## [Work order]
Reproduce every line of the data, exactly and without its pictures.

◆ ◆ ◆ ◆

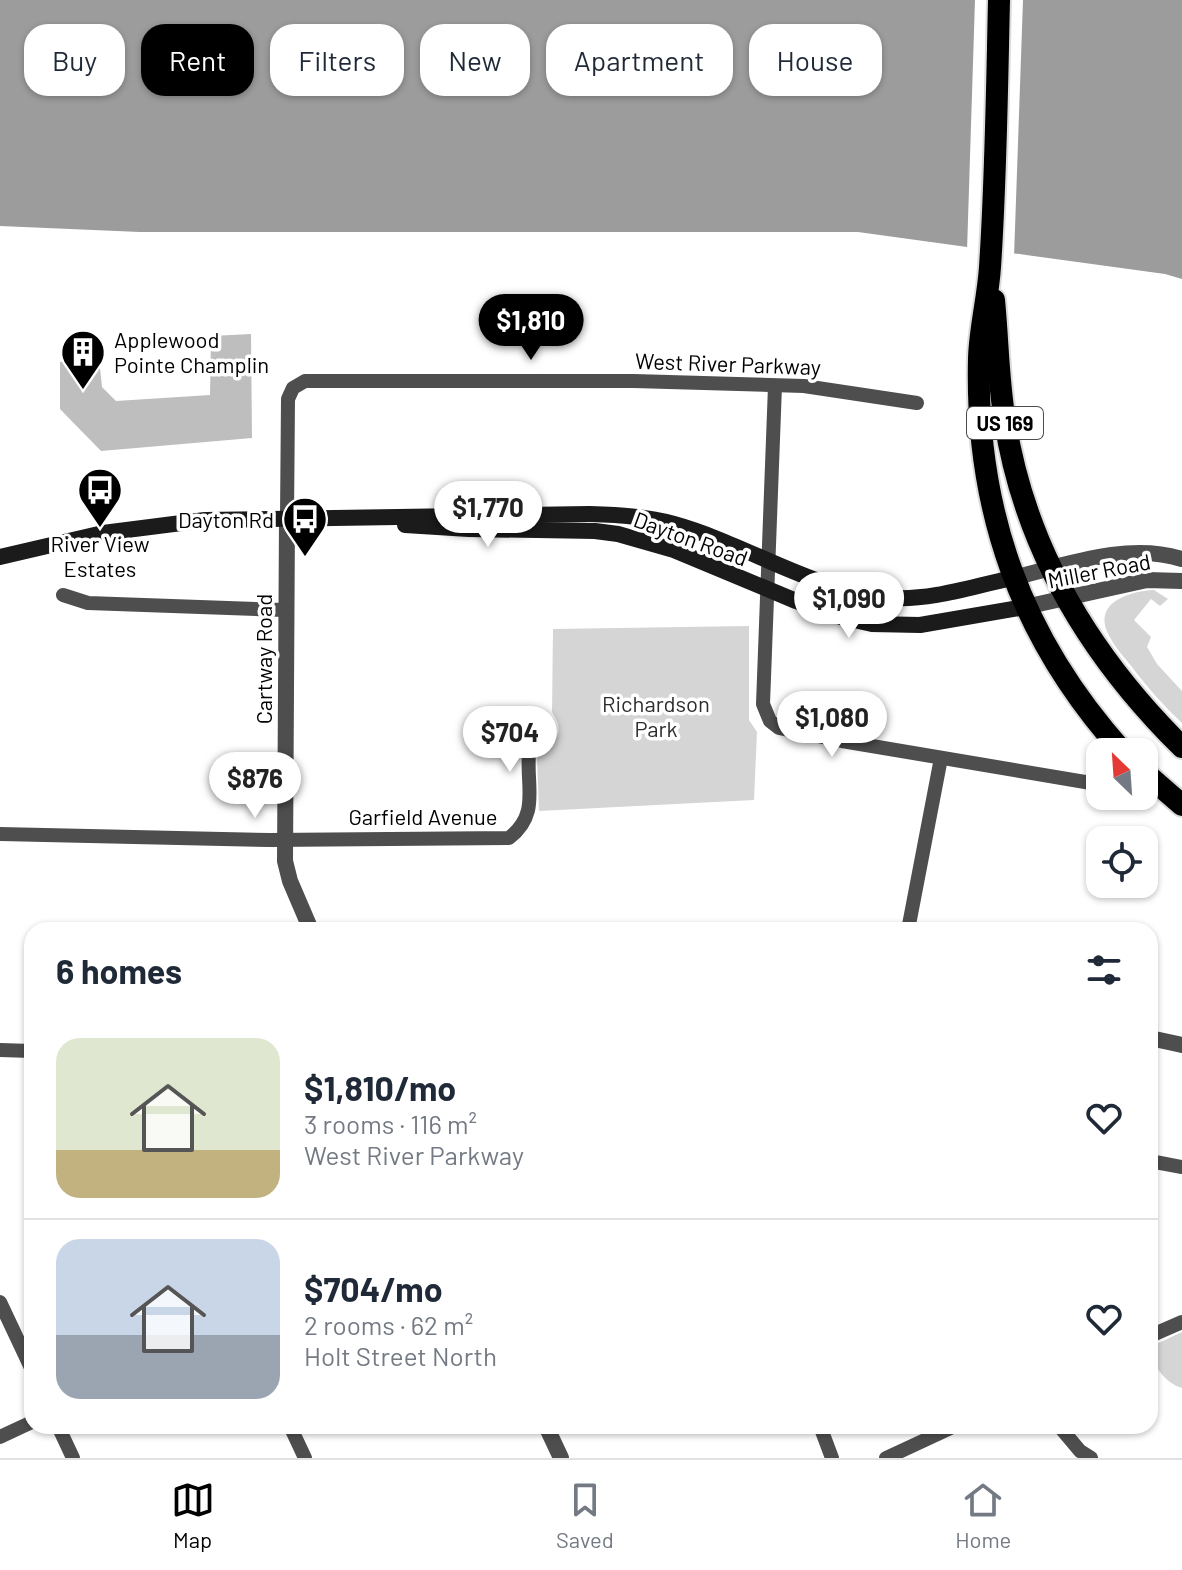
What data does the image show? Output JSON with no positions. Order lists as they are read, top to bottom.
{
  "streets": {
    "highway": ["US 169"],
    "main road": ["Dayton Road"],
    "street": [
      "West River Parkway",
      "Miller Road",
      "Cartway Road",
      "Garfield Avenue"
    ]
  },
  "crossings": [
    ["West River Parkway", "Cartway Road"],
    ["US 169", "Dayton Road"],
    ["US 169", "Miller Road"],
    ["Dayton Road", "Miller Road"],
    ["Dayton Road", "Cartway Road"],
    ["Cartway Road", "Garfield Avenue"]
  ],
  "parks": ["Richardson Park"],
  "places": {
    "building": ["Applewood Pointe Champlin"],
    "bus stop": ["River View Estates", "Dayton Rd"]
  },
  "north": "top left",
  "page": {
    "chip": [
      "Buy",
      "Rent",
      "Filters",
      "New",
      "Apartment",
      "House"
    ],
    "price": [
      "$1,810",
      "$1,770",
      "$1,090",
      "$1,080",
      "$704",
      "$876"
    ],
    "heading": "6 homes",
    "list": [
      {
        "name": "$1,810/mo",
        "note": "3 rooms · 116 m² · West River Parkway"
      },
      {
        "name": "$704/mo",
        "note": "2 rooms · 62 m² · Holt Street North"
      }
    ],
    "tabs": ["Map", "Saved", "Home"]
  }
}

◆ ◆ ◆ ◆

## [Answer space]
What data does the image show? Output JSON with no positions. Order lists as they are read, top to bottom.
{
  "streets": {
    "highway": ["US 169"],
    "main road": ["Dayton Road"],
    "street": [
      "West River Parkway",
      "Miller Road",
      "Cartway Road",
      "Garfield Avenue"
    ]
  },
  "crossings": [
    ["West River Parkway", "Cartway Road"],
    ["US 169", "Dayton Road"],
    ["US 169", "Miller Road"],
    ["Dayton Road", "Miller Road"],
    ["Dayton Road", "Cartway Road"],
    ["Cartway Road", "Garfield Avenue"]
  ],
  "parks": ["Richardson Park"],
  "places": {
    "building": ["Applewood Pointe Champlin"],
    "bus stop": ["River View Estates", "Dayton Rd"]
  },
  "north": "top left",
  "page": {
    "chip": [
      "Buy",
      "Rent",
      "Filters",
      "New",
      "Apartment",
      "House"
    ],
    "price": [
      "$1,810",
      "$1,770",
      "$1,090",
      "$1,080",
      "$704",
      "$876"
    ],
    "heading": "6 homes",
    "list": [
      {
        "name": "$1,810/mo",
        "note": "3 rooms · 116 m² · West River Parkway"
      },
      {
        "name": "$704/mo",
        "note": "2 rooms · 62 m² · Holt Street North"
      }
    ],
    "tabs": ["Map", "Saved", "Home"]
  }
}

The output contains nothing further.